## TO DO
Copy each line below in which the word "Calle" occurs.

[Stored data]
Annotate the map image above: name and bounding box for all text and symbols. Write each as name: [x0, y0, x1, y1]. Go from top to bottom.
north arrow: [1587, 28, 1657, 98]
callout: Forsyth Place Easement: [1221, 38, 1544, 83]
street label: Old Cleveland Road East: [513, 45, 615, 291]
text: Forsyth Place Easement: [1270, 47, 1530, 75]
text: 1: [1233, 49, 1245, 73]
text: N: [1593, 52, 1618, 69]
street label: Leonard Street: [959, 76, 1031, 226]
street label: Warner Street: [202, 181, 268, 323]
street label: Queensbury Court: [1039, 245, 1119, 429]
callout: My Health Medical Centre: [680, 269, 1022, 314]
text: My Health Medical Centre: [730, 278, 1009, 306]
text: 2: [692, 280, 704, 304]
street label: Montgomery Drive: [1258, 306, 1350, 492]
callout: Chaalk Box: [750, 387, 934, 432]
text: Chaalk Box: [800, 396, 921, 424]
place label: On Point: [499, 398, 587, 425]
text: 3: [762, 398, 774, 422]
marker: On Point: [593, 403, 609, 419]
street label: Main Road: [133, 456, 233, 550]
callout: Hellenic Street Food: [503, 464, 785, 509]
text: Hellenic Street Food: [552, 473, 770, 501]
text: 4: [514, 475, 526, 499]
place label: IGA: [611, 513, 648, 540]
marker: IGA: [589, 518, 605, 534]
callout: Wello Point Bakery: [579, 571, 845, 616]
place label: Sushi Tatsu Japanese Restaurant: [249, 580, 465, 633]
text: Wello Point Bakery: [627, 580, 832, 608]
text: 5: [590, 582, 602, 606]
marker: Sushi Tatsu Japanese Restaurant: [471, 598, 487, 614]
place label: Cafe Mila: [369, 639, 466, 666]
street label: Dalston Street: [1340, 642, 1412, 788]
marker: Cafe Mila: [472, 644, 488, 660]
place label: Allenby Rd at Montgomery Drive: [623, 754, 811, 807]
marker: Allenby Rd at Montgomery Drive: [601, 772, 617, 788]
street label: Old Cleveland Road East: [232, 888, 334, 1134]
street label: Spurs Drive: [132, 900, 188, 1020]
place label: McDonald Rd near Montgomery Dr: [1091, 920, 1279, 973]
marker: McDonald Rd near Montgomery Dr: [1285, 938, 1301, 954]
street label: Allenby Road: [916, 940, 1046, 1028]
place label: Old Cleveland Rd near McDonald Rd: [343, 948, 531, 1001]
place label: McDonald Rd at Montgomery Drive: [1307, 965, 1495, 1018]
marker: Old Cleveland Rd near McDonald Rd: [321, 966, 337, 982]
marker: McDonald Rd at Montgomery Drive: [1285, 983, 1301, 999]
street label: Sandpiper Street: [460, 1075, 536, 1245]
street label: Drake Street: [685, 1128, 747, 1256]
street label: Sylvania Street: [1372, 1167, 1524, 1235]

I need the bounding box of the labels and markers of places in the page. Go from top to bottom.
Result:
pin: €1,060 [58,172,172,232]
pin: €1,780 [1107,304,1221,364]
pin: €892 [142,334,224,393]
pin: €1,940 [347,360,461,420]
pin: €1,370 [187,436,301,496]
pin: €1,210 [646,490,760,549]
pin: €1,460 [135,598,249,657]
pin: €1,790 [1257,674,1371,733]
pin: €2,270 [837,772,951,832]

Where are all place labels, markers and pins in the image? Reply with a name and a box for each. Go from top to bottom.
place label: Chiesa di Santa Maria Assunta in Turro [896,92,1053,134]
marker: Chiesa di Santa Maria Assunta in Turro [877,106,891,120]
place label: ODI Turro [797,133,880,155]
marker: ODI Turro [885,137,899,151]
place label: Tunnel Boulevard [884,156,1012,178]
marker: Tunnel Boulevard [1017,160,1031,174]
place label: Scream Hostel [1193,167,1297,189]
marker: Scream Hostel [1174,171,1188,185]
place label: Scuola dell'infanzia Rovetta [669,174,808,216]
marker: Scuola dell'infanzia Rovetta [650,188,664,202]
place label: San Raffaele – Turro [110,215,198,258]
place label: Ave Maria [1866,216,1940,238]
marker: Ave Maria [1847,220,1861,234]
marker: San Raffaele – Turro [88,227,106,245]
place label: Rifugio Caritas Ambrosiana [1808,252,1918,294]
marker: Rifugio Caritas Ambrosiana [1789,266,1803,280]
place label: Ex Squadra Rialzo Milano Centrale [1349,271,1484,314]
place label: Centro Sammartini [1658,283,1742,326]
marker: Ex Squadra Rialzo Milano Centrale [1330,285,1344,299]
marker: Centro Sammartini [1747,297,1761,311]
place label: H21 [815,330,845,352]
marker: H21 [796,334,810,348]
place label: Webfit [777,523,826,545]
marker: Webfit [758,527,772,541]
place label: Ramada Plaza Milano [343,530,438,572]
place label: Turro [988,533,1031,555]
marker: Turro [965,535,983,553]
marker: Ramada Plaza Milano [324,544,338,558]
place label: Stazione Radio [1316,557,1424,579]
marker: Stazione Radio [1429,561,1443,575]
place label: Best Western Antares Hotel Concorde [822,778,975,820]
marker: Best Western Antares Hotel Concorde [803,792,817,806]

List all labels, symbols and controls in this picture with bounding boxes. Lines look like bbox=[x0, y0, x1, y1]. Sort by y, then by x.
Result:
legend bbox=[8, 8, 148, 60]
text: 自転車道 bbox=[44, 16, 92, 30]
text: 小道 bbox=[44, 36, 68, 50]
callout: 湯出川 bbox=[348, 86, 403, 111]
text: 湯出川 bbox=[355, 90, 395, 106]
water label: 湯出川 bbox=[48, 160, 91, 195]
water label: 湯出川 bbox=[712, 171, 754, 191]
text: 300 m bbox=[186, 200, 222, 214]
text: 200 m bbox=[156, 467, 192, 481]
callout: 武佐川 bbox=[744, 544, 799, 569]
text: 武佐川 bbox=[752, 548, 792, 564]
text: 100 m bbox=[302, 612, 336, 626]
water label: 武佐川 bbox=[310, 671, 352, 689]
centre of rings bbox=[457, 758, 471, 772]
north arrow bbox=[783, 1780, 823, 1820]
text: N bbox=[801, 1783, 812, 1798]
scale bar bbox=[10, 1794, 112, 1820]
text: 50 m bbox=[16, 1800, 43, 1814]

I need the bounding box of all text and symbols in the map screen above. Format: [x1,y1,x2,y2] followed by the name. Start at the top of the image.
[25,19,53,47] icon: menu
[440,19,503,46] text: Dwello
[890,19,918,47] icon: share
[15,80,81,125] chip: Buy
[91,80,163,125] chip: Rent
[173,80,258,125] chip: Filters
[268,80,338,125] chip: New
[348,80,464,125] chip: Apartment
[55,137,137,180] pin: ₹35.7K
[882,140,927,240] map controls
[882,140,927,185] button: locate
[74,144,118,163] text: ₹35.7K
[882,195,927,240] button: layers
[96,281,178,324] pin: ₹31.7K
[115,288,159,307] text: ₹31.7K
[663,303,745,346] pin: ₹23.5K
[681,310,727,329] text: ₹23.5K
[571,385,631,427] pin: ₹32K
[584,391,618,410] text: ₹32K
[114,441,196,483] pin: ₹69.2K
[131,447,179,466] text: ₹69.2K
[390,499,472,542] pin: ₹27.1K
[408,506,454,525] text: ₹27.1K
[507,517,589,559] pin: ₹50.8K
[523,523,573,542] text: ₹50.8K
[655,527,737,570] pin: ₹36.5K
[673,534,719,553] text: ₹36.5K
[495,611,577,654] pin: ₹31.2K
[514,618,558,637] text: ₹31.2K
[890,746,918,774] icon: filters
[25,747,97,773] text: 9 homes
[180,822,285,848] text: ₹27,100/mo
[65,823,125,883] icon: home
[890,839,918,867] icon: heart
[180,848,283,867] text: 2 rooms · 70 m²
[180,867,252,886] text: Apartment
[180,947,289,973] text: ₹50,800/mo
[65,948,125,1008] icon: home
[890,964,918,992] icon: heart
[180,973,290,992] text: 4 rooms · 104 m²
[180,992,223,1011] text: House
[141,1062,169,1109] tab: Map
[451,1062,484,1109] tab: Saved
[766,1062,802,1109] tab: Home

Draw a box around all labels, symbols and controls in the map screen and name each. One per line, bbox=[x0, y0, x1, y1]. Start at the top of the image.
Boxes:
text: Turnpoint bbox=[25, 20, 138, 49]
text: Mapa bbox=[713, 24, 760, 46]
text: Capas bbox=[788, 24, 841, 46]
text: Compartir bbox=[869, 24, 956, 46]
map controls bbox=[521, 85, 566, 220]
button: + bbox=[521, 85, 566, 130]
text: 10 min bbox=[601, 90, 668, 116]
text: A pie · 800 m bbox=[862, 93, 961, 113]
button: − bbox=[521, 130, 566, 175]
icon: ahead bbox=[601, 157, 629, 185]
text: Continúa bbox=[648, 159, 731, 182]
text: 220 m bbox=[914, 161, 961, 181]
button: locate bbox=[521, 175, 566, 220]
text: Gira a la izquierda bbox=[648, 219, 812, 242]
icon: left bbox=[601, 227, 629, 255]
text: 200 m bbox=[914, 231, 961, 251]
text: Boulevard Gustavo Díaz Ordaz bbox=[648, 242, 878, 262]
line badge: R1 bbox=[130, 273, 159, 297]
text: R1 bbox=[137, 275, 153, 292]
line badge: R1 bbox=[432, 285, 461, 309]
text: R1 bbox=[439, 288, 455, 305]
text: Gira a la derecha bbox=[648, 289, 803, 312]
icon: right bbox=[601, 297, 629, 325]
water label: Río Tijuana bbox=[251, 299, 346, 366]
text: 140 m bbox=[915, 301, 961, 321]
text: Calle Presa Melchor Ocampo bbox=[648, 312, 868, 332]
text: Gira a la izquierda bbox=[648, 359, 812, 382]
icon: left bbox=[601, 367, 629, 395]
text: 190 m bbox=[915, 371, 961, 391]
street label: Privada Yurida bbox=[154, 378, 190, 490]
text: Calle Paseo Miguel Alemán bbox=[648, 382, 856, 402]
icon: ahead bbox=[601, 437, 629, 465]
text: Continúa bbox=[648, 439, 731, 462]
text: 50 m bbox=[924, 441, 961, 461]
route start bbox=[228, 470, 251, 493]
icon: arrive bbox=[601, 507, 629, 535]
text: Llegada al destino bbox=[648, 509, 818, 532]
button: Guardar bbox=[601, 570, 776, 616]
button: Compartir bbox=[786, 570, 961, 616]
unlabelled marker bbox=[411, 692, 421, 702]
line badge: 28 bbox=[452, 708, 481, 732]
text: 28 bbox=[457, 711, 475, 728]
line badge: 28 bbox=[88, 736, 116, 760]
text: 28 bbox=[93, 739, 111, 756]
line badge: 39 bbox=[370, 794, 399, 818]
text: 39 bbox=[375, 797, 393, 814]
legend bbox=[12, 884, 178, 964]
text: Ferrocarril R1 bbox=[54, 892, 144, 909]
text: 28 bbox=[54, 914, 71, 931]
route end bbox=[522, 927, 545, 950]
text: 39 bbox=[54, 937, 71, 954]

## SOLUTION
text: Calle Presa Melchor Ocampo bbox=[648, 312, 868, 332]
text: Calle Paseo Miguel Alemán bbox=[648, 382, 856, 402]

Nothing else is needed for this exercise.